WORK REQUEST – Work through the data line by line, gathering every line that has the word "Lines".

GIVEN ENTRIES –
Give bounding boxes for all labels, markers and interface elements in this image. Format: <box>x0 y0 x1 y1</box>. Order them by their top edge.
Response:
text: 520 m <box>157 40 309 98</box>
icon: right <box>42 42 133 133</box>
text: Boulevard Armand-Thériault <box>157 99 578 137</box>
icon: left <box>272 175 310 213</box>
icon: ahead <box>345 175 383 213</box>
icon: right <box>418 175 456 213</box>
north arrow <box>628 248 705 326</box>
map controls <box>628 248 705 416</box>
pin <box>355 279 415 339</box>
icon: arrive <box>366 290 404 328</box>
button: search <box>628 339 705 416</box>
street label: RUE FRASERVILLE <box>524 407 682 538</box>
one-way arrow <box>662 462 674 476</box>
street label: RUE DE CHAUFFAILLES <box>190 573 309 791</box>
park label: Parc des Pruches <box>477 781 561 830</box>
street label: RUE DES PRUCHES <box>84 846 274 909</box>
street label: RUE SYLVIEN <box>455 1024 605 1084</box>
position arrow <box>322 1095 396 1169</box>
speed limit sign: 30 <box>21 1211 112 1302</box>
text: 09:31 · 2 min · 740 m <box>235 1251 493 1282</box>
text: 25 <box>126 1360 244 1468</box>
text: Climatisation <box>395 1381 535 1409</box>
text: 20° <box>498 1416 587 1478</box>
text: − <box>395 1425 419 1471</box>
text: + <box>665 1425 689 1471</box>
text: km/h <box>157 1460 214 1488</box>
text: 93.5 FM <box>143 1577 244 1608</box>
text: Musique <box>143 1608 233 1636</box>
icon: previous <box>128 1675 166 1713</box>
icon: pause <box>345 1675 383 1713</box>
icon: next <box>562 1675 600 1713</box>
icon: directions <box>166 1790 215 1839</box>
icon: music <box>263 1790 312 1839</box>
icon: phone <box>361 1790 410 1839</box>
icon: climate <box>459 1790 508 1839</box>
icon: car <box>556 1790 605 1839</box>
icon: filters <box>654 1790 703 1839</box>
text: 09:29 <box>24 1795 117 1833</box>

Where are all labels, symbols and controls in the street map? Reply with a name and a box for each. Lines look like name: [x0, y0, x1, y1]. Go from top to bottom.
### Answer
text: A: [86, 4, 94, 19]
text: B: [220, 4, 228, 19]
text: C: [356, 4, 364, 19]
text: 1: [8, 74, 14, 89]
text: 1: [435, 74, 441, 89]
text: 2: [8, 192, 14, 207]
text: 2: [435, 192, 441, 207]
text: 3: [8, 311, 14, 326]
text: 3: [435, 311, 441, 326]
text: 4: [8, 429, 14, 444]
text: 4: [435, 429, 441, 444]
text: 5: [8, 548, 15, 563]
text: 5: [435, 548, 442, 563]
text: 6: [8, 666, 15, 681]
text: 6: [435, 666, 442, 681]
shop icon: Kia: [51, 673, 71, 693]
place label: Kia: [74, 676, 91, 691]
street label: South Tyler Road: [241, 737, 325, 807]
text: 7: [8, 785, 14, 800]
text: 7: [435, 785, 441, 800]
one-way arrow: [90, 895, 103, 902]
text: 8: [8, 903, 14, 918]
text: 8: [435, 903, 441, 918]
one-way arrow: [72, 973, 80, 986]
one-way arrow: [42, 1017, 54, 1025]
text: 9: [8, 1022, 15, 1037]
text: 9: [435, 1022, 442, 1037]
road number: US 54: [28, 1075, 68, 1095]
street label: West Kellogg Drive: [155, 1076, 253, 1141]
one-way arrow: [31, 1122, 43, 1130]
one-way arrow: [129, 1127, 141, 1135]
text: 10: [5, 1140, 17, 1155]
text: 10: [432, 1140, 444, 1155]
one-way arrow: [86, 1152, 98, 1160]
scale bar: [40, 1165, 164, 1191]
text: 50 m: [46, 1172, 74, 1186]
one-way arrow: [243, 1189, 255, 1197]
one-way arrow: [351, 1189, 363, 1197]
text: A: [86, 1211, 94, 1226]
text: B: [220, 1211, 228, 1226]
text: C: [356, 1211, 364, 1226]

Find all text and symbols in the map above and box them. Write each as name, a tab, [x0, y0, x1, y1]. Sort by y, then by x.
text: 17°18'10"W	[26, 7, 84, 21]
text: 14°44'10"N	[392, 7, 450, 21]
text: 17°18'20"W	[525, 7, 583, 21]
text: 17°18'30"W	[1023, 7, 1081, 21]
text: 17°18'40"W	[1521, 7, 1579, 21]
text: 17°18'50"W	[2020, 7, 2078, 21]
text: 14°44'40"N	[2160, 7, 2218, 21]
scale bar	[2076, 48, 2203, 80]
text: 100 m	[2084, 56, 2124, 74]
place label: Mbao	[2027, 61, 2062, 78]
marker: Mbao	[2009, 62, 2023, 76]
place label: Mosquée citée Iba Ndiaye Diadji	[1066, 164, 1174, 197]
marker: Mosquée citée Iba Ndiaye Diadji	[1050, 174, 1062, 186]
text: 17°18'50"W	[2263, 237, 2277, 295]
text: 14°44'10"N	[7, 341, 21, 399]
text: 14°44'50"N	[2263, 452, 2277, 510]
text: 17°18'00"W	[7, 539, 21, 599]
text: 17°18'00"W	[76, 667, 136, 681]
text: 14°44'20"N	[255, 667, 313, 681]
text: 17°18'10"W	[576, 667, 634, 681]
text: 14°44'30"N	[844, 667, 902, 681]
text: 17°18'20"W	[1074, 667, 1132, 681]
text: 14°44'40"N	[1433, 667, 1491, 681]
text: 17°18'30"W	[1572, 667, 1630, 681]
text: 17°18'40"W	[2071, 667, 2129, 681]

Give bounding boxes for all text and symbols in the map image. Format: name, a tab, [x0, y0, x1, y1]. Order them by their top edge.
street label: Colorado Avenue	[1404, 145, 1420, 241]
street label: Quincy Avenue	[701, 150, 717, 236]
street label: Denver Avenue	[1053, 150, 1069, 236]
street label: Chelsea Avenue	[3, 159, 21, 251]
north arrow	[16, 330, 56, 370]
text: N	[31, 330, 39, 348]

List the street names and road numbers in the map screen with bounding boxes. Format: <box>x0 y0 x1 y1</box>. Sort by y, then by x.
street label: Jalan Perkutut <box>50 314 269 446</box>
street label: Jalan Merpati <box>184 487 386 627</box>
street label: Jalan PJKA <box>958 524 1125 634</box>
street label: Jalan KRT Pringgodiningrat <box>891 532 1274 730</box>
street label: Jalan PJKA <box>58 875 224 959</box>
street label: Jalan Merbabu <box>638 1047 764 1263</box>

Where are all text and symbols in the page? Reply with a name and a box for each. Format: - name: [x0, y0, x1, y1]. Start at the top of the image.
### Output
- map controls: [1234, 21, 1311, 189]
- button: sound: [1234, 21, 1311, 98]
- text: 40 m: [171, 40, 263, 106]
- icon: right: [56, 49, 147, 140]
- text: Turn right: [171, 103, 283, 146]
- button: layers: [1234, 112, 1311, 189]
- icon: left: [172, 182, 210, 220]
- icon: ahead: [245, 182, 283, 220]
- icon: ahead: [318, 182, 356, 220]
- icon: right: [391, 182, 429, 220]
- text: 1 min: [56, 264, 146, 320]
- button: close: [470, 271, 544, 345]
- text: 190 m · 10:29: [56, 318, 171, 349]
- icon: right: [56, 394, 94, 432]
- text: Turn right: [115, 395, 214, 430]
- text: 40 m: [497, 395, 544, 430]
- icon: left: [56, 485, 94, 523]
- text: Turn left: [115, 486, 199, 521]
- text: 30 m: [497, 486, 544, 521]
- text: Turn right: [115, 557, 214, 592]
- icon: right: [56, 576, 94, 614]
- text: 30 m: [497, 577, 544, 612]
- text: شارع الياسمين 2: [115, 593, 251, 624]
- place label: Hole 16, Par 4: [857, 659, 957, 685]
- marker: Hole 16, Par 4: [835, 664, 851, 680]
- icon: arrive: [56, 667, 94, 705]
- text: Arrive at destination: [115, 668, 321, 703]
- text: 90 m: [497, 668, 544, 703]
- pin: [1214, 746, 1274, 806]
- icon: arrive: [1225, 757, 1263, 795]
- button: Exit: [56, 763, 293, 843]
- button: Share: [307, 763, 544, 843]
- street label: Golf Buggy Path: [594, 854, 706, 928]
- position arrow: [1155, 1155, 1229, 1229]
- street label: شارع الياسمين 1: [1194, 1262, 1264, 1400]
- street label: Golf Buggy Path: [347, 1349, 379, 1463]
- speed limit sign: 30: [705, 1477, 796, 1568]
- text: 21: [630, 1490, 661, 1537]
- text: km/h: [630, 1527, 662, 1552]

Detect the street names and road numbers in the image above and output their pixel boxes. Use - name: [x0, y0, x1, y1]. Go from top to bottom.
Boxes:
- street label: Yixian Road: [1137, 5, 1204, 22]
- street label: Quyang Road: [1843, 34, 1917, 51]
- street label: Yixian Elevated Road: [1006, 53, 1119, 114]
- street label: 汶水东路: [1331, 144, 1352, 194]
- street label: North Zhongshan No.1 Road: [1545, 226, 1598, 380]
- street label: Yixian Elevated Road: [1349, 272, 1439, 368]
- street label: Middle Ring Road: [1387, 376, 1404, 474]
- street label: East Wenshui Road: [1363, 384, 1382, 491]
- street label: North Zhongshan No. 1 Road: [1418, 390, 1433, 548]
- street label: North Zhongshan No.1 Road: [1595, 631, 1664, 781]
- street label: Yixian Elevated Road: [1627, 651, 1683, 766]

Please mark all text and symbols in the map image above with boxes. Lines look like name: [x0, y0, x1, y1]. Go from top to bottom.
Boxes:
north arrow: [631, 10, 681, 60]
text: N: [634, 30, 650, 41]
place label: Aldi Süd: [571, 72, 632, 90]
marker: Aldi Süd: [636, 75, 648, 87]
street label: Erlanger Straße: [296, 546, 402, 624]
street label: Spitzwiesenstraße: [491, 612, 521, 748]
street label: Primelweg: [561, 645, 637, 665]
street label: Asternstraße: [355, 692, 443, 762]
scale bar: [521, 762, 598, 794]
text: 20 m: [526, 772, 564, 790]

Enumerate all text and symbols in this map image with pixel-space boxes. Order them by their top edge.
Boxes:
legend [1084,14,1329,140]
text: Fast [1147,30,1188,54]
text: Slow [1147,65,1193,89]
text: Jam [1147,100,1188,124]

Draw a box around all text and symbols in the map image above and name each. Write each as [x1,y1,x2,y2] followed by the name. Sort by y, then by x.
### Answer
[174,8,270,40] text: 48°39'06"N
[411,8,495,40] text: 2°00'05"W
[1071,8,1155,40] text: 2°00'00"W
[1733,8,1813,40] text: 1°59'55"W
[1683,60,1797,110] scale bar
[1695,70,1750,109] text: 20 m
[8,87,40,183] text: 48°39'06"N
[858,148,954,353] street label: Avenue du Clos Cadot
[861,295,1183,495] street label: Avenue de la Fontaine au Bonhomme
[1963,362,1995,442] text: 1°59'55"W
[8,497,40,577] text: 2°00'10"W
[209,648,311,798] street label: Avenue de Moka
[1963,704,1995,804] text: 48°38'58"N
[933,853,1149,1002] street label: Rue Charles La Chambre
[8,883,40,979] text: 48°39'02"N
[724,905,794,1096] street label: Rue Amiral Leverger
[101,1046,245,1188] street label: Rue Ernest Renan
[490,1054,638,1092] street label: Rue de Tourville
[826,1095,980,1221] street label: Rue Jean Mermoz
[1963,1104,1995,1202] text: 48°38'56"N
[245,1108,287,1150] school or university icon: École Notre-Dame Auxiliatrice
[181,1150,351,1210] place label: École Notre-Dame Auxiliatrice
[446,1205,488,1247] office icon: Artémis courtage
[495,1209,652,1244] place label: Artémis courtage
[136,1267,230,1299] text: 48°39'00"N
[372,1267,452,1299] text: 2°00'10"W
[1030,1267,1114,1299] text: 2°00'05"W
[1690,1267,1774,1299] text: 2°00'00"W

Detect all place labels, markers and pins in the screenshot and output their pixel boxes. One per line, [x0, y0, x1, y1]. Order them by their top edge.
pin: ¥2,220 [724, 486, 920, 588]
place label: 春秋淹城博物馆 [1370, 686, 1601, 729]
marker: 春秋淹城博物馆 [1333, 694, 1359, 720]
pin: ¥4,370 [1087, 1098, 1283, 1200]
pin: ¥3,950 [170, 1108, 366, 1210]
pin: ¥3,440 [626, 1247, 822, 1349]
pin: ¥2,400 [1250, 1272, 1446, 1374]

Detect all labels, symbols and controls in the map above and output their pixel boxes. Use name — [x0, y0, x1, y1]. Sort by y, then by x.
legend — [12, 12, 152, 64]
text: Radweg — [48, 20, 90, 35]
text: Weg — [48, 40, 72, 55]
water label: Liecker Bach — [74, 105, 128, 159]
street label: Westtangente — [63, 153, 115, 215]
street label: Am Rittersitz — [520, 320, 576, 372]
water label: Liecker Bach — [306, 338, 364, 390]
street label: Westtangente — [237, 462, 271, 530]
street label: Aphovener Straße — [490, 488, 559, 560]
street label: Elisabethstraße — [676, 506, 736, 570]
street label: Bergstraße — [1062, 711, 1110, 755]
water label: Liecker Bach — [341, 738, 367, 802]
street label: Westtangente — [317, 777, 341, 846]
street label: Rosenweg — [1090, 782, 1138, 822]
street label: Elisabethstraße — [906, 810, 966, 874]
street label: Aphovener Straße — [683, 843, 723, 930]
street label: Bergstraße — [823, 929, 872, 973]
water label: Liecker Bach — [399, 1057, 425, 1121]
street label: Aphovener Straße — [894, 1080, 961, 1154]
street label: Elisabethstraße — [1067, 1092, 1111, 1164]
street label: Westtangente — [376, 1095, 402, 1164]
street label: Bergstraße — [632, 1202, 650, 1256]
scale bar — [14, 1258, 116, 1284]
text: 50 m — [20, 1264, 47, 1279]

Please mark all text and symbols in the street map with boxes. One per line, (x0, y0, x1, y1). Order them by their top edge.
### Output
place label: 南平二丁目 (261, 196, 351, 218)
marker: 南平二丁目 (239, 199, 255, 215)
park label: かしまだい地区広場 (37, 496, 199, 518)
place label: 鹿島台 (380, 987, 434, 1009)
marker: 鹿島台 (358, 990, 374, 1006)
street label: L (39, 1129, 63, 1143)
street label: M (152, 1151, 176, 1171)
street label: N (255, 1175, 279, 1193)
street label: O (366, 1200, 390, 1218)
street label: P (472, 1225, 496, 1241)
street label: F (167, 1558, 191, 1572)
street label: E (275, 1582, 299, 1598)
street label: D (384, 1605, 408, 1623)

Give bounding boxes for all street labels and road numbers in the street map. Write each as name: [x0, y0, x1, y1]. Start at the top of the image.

SOLVED EXERCISE –
Where are all labels, symbols and controls in the street map? Reply with a name and a box for each. Lines look like name: [x0, y0, x1, y1]. Go from top to bottom.
Please mark all text and symbols in the map image above with boxes. Lines look like name: [x0, y0, x1, y1]. Go from top to bottom.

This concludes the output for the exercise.